TASK STATEMENT => Those lines of the following listing which contain the string "text" should be returned.

DATASET RECORDS =>
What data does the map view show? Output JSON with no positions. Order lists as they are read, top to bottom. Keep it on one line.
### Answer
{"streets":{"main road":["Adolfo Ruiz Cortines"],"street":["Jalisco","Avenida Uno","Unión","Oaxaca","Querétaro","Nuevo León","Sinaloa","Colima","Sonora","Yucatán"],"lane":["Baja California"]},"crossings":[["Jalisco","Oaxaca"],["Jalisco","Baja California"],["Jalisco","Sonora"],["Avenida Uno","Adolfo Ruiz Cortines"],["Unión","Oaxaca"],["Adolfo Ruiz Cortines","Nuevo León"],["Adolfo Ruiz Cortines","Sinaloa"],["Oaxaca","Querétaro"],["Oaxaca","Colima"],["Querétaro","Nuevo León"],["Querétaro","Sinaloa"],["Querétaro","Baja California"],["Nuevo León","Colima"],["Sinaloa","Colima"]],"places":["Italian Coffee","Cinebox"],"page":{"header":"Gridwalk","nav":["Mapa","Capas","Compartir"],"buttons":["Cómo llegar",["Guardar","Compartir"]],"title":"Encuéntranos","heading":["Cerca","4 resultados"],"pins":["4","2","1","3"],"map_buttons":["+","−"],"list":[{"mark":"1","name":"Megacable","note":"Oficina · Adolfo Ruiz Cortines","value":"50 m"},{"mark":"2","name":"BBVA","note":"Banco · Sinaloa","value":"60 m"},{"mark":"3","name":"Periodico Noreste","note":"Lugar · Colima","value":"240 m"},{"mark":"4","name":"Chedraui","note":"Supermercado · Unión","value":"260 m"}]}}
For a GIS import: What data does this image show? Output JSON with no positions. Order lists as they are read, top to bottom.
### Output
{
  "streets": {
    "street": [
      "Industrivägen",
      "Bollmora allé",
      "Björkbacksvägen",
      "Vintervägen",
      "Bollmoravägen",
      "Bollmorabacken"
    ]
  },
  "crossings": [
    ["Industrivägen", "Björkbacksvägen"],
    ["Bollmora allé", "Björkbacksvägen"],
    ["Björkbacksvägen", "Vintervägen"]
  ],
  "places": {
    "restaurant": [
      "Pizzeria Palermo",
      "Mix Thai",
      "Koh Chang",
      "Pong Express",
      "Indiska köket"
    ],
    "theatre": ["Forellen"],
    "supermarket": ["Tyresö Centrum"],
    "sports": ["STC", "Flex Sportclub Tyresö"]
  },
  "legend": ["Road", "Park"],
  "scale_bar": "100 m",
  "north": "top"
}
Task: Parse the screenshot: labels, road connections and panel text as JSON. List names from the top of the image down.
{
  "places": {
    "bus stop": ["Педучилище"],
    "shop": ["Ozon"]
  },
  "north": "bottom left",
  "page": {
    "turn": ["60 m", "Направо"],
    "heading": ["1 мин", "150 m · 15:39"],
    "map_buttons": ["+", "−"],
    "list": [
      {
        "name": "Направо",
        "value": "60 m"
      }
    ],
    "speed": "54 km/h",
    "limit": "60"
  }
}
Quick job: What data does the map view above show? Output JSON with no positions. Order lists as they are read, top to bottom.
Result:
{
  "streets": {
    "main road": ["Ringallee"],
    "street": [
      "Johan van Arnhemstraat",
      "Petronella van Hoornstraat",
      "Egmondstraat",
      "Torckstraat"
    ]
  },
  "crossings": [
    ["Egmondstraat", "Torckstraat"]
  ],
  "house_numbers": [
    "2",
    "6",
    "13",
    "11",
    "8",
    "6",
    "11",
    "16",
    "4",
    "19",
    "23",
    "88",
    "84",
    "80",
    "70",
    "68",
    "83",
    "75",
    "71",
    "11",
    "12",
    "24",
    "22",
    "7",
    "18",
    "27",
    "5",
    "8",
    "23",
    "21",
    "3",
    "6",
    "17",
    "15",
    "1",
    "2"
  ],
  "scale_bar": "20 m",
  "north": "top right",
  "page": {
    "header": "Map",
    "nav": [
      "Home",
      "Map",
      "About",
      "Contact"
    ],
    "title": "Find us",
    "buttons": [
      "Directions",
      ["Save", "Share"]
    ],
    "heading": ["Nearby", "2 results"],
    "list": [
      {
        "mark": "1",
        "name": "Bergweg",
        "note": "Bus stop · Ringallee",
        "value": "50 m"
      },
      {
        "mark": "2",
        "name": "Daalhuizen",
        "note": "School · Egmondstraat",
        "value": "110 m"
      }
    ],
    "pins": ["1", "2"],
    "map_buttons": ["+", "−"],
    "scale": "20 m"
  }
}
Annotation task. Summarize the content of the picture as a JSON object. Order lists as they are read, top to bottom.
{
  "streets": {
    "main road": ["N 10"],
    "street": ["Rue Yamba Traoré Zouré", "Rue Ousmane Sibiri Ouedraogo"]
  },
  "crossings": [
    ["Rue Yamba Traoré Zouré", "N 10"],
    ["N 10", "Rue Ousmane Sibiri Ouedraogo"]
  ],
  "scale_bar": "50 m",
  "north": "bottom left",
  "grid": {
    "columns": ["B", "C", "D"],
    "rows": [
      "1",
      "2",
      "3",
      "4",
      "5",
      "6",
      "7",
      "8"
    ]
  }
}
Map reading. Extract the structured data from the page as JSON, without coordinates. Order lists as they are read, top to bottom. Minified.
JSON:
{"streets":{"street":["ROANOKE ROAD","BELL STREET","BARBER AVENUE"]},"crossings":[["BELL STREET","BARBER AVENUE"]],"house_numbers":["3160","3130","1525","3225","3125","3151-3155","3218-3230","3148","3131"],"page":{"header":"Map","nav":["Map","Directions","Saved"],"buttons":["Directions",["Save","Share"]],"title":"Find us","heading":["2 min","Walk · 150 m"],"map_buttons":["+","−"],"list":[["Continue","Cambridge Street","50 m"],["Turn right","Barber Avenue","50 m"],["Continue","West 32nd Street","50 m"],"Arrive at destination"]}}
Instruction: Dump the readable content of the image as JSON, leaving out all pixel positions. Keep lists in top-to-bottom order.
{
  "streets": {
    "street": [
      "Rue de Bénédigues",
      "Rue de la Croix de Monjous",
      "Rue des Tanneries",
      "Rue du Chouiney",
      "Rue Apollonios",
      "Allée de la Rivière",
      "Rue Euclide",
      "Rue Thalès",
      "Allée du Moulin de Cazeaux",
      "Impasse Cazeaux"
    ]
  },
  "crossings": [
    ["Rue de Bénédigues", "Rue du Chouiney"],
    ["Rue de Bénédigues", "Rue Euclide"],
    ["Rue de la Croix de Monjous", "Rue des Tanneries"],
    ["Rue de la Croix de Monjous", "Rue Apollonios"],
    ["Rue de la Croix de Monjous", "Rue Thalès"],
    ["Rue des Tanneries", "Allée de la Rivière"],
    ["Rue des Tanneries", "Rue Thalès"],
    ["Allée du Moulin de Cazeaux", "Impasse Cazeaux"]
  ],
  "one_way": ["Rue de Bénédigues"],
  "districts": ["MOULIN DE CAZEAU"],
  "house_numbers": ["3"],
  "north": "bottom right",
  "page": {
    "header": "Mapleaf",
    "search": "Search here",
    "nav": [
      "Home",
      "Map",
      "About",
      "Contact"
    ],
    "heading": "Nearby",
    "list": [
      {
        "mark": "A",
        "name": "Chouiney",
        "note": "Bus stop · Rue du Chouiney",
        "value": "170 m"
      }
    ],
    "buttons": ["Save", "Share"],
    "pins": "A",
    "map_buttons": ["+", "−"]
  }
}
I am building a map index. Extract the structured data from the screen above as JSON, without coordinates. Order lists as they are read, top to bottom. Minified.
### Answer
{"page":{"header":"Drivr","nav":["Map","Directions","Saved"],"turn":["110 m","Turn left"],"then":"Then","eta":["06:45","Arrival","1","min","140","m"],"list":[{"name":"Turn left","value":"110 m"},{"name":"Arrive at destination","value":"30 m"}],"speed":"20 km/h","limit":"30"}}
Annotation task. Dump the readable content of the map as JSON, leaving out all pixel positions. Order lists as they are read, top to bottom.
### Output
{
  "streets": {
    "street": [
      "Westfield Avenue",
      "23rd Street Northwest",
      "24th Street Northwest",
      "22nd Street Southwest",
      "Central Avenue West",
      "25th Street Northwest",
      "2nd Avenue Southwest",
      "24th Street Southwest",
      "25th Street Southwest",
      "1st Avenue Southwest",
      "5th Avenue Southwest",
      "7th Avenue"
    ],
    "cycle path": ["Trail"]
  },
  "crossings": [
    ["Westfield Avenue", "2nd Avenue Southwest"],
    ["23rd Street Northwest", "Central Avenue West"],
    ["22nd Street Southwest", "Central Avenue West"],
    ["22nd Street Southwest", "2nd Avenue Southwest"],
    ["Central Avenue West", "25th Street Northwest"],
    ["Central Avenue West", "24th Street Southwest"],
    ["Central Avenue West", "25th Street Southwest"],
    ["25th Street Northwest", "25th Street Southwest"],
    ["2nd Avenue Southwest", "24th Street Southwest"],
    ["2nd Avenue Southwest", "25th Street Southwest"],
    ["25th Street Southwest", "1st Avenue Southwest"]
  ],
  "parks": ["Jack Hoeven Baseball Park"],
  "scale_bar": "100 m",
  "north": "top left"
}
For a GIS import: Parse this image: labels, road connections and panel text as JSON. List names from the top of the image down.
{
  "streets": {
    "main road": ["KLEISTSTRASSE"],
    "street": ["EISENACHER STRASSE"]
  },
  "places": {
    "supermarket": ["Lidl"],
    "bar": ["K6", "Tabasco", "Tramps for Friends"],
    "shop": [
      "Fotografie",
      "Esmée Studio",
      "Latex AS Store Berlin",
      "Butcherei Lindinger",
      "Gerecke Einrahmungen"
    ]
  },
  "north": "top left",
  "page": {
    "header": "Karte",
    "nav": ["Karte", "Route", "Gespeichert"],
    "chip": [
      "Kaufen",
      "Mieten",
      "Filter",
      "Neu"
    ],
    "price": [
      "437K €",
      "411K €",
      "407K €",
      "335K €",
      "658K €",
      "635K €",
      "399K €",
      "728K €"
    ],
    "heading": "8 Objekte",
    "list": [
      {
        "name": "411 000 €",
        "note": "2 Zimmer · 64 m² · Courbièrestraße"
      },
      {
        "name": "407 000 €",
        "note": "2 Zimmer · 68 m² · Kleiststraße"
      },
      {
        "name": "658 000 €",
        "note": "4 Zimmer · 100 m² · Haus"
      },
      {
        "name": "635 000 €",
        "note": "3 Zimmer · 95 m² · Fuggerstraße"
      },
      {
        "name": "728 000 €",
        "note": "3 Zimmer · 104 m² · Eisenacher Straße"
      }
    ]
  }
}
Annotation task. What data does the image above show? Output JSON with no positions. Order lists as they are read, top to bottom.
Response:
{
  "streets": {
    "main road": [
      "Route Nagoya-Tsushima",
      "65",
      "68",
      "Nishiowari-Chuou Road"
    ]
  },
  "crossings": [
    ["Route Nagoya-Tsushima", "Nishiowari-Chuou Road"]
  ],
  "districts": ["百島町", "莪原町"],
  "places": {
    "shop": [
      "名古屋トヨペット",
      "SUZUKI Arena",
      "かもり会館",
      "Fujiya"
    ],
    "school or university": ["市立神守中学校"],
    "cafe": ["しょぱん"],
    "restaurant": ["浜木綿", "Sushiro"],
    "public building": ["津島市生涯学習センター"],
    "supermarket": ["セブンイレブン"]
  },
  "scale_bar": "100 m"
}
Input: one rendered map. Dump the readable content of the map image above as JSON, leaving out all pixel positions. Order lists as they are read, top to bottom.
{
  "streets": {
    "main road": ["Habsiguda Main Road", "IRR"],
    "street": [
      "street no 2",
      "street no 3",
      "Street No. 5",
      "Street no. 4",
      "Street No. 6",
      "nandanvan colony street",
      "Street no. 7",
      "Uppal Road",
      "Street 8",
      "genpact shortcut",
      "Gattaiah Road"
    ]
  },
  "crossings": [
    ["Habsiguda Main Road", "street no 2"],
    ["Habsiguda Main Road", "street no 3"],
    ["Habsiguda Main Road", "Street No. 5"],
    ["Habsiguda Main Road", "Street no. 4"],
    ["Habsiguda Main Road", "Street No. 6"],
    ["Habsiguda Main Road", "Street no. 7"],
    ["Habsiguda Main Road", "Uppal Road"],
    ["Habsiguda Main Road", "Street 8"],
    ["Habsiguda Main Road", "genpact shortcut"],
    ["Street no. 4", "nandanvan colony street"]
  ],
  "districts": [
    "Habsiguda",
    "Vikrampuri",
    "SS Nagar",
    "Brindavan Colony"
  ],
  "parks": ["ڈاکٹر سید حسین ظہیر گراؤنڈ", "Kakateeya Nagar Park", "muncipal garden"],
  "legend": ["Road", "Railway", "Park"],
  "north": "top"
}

SOLUTION FOR THIS EXERCISE =>
Task: Parse the screenshot: labels, road connections and panel text as JSON. List names from the top of the image down.
For a GIS import: Parse this image: labels, road connections and panel text as JSON. List names from the top of the image down.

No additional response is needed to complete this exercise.